Many guests performed with the ensemble, including the pianists Jean-Marie Beaudet, Arthur Benjamin, Douglas Clarke, Jean Dansereau, Sir Ernest MacMillan, Germaine Malépart, Ross Pratt, George Schick, Henrietta Schumann, and Reginald Stewart; the cellists Maurice Eisenberg and Zara Nelsova; the flutists Hervé Baillargeon and Mario Duschenes; the oboists Réal Gagnier and Léon Goossens; the bassoonist Roland Gagnier; the clarinetists Armand Gagnier and Rafael Masella; the french-horn players Guillaume Gagnier, Joseph Masella, and Pietro Romano; and the singers Pierrette Alarie, Jeanne Desjardins, Audrey Mildmay, and William Morton.
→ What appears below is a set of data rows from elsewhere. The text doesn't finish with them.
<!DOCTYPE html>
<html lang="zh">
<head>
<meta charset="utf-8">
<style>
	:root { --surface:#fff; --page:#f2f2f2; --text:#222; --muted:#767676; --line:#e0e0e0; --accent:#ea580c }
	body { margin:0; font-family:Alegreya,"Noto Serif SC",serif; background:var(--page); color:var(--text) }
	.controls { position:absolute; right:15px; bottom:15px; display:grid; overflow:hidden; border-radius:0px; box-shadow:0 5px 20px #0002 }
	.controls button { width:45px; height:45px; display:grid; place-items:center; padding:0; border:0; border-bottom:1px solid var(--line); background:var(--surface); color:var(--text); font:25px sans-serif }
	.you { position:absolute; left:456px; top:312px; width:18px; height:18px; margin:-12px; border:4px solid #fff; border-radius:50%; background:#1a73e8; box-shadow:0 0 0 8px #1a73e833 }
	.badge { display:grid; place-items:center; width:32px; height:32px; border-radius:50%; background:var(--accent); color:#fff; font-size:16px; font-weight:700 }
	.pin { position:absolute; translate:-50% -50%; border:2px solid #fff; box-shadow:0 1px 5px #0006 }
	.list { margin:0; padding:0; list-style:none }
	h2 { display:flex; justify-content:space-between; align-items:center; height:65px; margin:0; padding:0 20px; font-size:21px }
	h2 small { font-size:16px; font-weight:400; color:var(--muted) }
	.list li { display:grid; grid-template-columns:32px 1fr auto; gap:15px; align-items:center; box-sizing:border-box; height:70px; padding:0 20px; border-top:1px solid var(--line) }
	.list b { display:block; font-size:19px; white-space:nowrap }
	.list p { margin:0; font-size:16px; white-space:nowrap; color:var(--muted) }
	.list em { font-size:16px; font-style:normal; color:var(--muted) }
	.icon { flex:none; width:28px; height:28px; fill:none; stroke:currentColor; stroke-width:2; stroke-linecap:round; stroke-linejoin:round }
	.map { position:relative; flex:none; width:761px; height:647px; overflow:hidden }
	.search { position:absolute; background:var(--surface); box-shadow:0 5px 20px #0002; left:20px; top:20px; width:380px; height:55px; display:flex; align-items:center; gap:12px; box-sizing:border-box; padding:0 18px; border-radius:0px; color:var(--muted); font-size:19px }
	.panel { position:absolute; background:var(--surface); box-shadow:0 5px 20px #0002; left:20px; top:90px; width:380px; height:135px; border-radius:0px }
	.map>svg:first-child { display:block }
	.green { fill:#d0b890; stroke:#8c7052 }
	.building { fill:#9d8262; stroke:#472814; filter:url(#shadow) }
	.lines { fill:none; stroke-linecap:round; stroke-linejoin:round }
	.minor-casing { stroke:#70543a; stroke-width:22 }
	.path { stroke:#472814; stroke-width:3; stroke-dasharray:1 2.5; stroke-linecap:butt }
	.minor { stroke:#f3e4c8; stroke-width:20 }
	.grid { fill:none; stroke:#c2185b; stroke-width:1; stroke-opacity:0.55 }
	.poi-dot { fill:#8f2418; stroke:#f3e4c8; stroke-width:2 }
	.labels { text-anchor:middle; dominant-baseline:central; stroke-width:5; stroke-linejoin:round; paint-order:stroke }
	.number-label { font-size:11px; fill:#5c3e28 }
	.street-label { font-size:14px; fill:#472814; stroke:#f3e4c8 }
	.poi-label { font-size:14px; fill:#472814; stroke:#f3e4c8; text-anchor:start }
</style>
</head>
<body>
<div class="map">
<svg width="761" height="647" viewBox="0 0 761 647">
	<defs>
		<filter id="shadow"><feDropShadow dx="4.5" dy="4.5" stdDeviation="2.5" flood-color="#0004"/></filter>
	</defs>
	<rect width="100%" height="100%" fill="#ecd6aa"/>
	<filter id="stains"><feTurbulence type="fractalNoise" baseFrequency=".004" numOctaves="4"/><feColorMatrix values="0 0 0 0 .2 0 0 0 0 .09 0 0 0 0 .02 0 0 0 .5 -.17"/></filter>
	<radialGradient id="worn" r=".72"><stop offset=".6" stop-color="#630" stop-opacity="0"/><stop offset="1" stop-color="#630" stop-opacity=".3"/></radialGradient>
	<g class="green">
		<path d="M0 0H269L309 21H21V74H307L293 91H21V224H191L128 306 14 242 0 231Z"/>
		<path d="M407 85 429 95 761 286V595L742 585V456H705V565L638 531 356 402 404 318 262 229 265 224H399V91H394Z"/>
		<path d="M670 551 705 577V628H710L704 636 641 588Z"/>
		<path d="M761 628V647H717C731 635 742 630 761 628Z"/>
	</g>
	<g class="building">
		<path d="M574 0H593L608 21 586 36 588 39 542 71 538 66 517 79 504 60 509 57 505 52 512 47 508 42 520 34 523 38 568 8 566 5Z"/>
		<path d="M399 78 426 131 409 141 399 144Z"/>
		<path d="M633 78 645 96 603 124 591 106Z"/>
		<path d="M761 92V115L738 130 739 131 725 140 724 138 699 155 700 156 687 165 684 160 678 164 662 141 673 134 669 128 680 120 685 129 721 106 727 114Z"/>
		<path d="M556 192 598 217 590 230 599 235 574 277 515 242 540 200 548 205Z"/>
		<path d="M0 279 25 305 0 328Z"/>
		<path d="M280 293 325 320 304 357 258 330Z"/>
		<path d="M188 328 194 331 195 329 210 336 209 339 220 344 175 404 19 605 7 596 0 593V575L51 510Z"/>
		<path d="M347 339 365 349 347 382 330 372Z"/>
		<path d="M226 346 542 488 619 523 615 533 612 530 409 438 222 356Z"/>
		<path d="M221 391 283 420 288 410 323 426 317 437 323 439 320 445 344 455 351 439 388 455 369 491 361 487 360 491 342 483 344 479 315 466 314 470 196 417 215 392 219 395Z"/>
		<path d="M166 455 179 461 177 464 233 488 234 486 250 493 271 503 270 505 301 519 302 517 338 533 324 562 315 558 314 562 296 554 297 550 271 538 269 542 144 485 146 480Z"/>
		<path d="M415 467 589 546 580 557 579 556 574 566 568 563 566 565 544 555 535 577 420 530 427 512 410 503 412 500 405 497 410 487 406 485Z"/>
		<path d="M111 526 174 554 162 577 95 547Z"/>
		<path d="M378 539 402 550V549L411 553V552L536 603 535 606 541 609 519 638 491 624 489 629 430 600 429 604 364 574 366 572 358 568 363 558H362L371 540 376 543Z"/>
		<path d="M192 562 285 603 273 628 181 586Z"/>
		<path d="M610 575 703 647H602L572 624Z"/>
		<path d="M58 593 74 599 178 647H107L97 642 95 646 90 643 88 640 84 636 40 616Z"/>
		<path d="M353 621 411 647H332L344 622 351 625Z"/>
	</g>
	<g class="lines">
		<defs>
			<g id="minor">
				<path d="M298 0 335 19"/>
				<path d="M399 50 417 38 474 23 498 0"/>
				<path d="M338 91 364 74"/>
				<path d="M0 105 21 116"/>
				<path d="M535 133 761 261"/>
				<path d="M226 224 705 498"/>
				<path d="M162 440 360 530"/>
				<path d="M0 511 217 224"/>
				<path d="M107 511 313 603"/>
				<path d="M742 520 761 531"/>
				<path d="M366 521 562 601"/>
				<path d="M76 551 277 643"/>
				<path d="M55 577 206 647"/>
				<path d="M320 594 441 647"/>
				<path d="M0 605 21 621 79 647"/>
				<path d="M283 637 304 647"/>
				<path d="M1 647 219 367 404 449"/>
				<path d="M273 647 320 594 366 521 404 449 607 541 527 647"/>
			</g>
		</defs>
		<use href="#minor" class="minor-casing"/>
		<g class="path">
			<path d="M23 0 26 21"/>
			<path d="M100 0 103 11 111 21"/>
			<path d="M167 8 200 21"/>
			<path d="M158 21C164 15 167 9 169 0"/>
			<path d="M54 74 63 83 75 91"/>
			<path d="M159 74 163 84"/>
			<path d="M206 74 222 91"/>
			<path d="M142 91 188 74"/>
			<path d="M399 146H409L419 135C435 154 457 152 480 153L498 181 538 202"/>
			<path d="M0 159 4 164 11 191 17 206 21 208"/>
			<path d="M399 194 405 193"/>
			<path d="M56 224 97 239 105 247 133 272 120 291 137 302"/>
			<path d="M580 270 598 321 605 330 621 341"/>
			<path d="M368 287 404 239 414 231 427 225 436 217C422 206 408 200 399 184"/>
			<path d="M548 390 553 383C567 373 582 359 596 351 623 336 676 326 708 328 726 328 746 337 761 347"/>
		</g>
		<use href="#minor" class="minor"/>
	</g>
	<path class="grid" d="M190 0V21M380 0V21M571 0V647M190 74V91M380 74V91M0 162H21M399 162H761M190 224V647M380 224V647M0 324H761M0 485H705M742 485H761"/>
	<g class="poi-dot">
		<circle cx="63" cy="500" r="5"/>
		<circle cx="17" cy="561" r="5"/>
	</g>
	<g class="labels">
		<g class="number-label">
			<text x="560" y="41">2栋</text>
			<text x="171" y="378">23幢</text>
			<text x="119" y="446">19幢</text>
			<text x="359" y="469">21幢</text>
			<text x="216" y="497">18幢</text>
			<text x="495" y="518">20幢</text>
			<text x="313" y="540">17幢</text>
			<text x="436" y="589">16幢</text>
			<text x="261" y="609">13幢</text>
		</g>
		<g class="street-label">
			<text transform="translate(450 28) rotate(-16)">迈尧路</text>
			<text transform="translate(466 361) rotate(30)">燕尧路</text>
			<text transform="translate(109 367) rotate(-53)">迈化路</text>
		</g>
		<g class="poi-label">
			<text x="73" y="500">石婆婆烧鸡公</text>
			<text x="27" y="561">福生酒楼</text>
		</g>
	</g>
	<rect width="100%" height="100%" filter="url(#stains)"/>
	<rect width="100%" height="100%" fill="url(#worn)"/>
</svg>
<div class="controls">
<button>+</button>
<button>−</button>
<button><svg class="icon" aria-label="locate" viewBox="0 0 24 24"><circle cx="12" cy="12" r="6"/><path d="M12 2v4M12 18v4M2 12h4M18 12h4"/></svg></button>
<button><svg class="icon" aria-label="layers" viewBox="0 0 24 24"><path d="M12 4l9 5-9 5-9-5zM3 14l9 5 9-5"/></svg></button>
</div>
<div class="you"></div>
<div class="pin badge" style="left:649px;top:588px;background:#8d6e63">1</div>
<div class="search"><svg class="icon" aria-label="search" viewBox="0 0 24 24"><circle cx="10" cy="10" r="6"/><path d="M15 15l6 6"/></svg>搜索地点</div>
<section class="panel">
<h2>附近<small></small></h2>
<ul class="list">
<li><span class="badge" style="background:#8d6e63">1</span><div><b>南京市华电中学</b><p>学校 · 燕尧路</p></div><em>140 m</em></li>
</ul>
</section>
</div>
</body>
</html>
In addition to the regular quartet repertoire, it performed such works as the Beethoven Septet, the Schubert Octet, Chausson's Concert, Fauré's La Bonne Chanson, and Vaughan Williams' On Wenlock Edge. Among the Canadian works on its programs were the Quartet (1941), Lullaby and Procession of the Toys (1943), Quartet No. 2 (1946), Quintet with recorders, and Critic's Corner with percussion (1950), all by Brott. Also in 1950 a Quartet by Andrew Twa received an award in a national competition organized by the ensemble.